# Work permit



## adinkona (Jun 13, 2013)

Hi,

Here is my concern.

If i went to South Africa on visitor visa from India is it possible to get the work permit from there itself and how many days that visitor visa is valid for Indians.

Could you please provide your suggestions.

Thanks in advance.

Warm Regards
Kona


----------



## Johanna (Apr 13, 2009)

adinkona said:


> Hi,
> 
> Here is my concern.
> 
> ...


Hi Kona

Your visa should stipulate how many days your visa would be valid for?

I may be speaking under correction, but in order to obtain a work permit, you need to have a work offer?


:fingerscrossed:


----------



## IndianinSA (Apr 15, 2013)

Johanna said:


> Hi Kona
> 
> Your visa should stipulate how many days your visa would be valid for?
> 
> ...


You can enter the country on a visitors visa and apply for work permit if your visitors visa does not prohibit you from it. Unfortunately, people traveling from India are now endorsed for a visitor's visa telling that the "purpose of entry cannot be altered" and have to return within stipulated time. The best bet is to get a job offer and then apply for work permit from India.

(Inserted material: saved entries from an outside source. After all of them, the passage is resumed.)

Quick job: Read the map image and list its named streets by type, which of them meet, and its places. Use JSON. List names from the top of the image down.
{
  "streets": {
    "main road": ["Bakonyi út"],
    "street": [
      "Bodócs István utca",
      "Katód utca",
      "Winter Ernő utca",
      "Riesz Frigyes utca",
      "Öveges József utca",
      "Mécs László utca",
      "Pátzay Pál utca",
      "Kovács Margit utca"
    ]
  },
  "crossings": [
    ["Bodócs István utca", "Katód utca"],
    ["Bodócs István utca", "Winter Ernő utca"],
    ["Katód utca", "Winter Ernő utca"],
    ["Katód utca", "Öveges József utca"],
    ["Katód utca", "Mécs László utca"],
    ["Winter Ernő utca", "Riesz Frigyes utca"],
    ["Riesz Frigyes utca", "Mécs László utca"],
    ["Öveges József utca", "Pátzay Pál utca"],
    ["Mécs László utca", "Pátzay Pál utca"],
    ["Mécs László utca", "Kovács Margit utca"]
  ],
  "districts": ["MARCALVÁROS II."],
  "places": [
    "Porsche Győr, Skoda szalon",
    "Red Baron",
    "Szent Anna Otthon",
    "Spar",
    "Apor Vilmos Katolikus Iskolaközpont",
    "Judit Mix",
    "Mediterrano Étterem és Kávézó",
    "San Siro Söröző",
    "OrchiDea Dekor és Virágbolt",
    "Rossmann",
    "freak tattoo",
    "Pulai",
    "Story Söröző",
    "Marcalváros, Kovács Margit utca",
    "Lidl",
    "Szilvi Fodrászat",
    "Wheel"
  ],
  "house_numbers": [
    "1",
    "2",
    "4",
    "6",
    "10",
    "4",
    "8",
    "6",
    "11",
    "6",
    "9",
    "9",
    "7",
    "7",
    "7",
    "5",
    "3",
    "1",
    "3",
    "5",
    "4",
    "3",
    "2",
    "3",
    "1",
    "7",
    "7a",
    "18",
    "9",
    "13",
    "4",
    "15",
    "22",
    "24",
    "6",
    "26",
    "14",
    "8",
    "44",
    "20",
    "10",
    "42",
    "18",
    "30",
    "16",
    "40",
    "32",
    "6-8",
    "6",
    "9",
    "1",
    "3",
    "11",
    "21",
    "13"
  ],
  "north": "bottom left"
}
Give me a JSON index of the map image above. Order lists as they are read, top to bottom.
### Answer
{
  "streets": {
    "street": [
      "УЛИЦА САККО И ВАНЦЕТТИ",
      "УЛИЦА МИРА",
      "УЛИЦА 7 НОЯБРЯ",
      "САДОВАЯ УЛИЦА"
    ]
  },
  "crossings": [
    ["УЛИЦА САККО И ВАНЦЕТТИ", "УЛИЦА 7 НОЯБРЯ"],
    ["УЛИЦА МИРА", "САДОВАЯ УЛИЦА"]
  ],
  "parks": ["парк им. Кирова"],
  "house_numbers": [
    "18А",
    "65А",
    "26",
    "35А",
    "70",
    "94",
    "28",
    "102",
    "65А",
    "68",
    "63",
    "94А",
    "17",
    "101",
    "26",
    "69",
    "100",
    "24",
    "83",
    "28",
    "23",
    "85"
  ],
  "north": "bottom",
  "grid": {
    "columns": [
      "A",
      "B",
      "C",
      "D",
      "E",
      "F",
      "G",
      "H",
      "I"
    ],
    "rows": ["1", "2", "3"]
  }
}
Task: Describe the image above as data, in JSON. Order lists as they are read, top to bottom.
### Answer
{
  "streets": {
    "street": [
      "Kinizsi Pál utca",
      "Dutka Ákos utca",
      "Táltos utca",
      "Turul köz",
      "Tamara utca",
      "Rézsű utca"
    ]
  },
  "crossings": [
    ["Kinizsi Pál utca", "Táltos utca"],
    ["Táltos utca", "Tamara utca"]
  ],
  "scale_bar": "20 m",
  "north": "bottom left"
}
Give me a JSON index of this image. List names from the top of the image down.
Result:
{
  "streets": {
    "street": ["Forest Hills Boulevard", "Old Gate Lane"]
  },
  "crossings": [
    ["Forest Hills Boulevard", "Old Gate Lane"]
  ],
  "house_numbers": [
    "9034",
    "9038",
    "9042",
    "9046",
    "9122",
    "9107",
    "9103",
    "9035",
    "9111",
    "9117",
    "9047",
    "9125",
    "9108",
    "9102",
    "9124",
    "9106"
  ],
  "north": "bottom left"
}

The second option is depending on your qualifications and experience apply for a exceptional skills work permit and this does not require a job offer. Good luck


----------



## ameenmca (May 1, 2013)

Hi IndianInSA,

Could you please let me know about the EXCEPTIONAL SKILLS WORK PERMIT ? I cannot find any document/links for 2013 list on the internet.

Also would appreciate if you tell us the difference between QUOTA vs EXCEPTIONAL SKILLS work permit. 

Currently I don't have any job offer from any company in SA and I'm working as Software Developer here in India.


----------